### What you have to do
All entries are to be copied exactly, with pictures removed.
>>
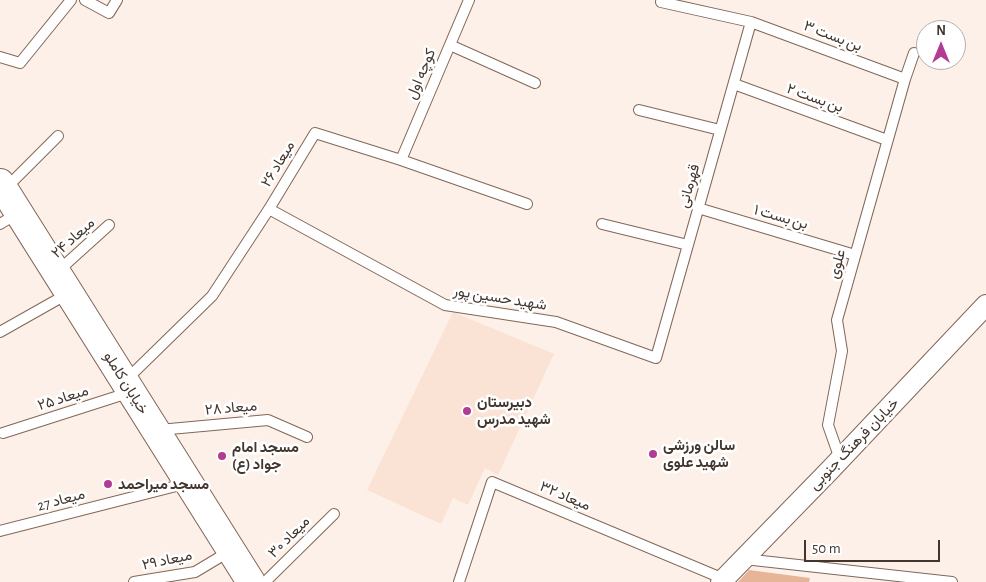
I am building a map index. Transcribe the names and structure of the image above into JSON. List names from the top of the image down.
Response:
{
  "streets": {
    "street": ["خیابان کاملو", "خیابان فرهنگ جنوبی"],
    "lane": [
      "بن بست ۳",
      "کوچه اول",
      "بن بست ۲",
      "میعاد ۲۶",
      "قهرمانی",
      "بن بست ۱",
      "میعاد ۲۴",
      "علوی",
      "شهید حسین پور",
      "میعاد ۲۵",
      "میعاد ۲۸",
      "میعاد ۳۲",
      "میعاد 27",
      "میعاد ۳۰",
      "میعاد ۲۹"
    ]
  },
  "crossings": [
    ["بن بست ۳", "قهرمانی"],
    ["بن بست ۳", "علوی"],
    ["کوچه اول", "میعاد ۲۶"],
    ["بن بست ۲", "قهرمانی"],
    ["بن بست ۲", "علوی"],
    ["میعاد ۲۶", "شهید حسین پور"],
    ["میعاد ۲۶", "خیابان کاملو"],
    ["میعاد ۲۶", "میعاد ۲۵"],
    ["قهرمانی", "بن بست ۱"],
    ["قهرمانی", "شهید حسین پور"],
    ["بن بست ۱", "علوی"],
    ["میعاد ۲۴", "خیابان کاملو"],
    ["علوی", "خیابان فرهنگ جنوبی"],
    ["خیابان کاملو", "میعاد ۲۵"],
    ["خیابان کاملو", "میعاد ۲۸"],
    ["خیابان کاملو", "میعاد 27"],
    ["خیابان کاملو", "میعاد ۲۹"],
    ["خیابان فرهنگ جنوبی", "میعاد ۳۲"]
  ],
  "places": [
    "دبیرستان شهید مدرس",
    "سالن ورزشی شهید علوی",
    "مسجد امام جواد (ع)",
    "مسجد میراحمد"
  ],
  "scale_bar": "50 m",
  "north": "top"
}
<<
### Worked solution
I am building a map index. Transcribe the names and structure of the image above into JSON. List names from the top of the image down.
Response:
{
  "streets": {
    "street": ["خیابان کاملو", "خیابان فرهنگ جنوبی"],
    "lane": [
      "بن بست ۳",
      "کوچه اول",
      "بن بست ۲",
      "میعاد ۲۶",
      "قهرمانی",
      "بن بست ۱",
      "میعاد ۲۴",
      "علوی",
      "شهید حسین پور",
      "میعاد ۲۵",
      "میعاد ۲۸",
      "میعاد ۳۲",
      "میعاد 27",
      "میعاد ۳۰",
      "میعاد ۲۹"
    ]
  },
  "crossings": [
    ["بن بست ۳", "قهرمانی"],
    ["بن بست ۳", "علوی"],
    ["کوچه اول", "میعاد ۲۶"],
    ["بن بست ۲", "قهرمانی"],
    ["بن بست ۲", "علوی"],
    ["میعاد ۲۶", "شهید حسین پور"],
    ["میعاد ۲۶", "خیابان کاملو"],
    ["میعاد ۲۶", "میعاد ۲۵"],
    ["قهرمانی", "بن بست ۱"],
    ["قهرمانی", "شهید حسین پور"],
    ["بن بست ۱", "علوی"],
    ["میعاد ۲۴", "خیابان کاملو"],
    ["علوی", "خیابان فرهنگ جنوبی"],
    ["خیابان کاملو", "میعاد ۲۵"],
    ["خیابان کاملو", "میعاد ۲۸"],
    ["خیابان کاملو", "میعاد 27"],
    ["خیابان کاملو", "میعاد ۲۹"],
    ["خیابان فرهنگ جنوبی", "میعاد ۳۲"]
  ],
  "places": [
    "دبیرستان شهید مدرس",
    "سالن ورزشی شهید علوی",
    "مسجد امام جواد (ع)",
    "مسجد میراحمد"
  ],
  "scale_bar": "50 m",
  "north": "top"
}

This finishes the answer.